The work always divides into 3 stages, though depending on the nature of the project and where you are in your brand lifecycle they will vary in length and complexity. Every project is unique, so the precise content of each stage will alter. It will be designed around you, your team, your business and the context of the project.
Here's an overview:
The first stage is always about understanding the problem, the task and the context. It might be conducted in a single team workshop or it might take 3 months of detailed work to cover all influencing factors. The time to complete the work and the complexity of it is dependent on the information available. If very little audience information has been collected and competitor positioning comparisons have not been completed then this needs doing but don't worry it needn't be too onerous.
The contextual elements that need to be researched and insights reached:
Capability - What can you achieve that none of your competitors can?
Character - What is the distinct nature of your product/brand now?
Competitors - Who are you competing against and how are they positioned?
Consumers - Who are you selling to when and how and why?
Conventions - What are the product, brand and marketing conventions of your sector?
Current - What is the situation right now in terms of performance?
Course - Where is your sector going? What are the trends telling us?

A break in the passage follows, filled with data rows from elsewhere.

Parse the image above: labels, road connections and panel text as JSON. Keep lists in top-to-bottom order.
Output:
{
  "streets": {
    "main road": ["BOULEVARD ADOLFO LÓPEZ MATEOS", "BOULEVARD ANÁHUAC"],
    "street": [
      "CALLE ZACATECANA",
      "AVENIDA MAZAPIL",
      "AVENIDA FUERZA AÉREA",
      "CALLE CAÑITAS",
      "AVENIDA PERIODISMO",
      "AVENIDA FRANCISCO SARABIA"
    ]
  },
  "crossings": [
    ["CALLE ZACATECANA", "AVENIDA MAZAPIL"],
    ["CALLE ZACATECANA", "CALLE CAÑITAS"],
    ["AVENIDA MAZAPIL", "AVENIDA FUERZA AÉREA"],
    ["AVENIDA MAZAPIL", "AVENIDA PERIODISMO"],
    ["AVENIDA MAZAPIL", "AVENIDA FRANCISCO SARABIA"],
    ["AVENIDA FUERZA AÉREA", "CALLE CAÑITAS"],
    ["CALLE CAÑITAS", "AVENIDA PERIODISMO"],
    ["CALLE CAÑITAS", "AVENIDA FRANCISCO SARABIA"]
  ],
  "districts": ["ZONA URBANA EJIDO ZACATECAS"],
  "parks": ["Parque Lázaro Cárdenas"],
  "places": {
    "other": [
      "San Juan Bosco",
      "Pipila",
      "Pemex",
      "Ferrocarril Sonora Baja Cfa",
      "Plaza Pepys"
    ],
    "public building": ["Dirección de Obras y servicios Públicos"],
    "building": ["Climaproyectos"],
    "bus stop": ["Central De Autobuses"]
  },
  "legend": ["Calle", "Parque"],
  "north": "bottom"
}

The aim at the completion of this phase is to establish a number of key insights that frame the task. It usually comprises of 10-15 big insights that focus attention. Subsequent actions should be agreed at the end of this stage. It might be that the work you thought you needed to do is no longer appropriate or you may have been right.
Knowing what we know, the task is now to anchor and clearly articulate the brand idea in such a way that it can be easily understood, translated and communicated. It might be that we are creating a completely new brand framework or it might be that we are tinkering with the existing dynamics. Typically this means looking at a Why, How, What chart or writing vision and mission statements. Despite what other 'branders' might tell you, it doesn't matter what framework you use to articulate the idea as long as it is clear and will be understood by the internal audience and other agencies. It is also at this point that the communication strategy for the brand should be made clear - how the brand will be used in communications. Designing the brand should also take place at this stage. I mean designing in the broadest sense, it may well include actual identity design but it might not. It might include all communication design work and/or tone of voice work and behaviour models - How should the brand behave on social media streams? What role should it take with its audiences?
The culmination of this stage of work is a clearly articulated and designed brand, with clear behaviours and an outline communication strategy.
Only one icon for this stage of work because this is when we turn all the thinking, strategy and design into real action. You can have bucket loads of strategic analysis, smart brand articulations and lovely creative work but if you don't turn your brand idea into actions your audiences can engage with, it will all be a waste of time and money. This is what separates the great brands from the also rans. Action not thinking. It's their conviction and determination to pursue their idea, not sell products.
It is very easy, with all the commercial pressures an organisation comes under, to forget the brand or assume that the strategic work completed is itself the work but it isn't. Continual activation and exploration of the idea is neccessary for audiences to buy it emotionally and commercially.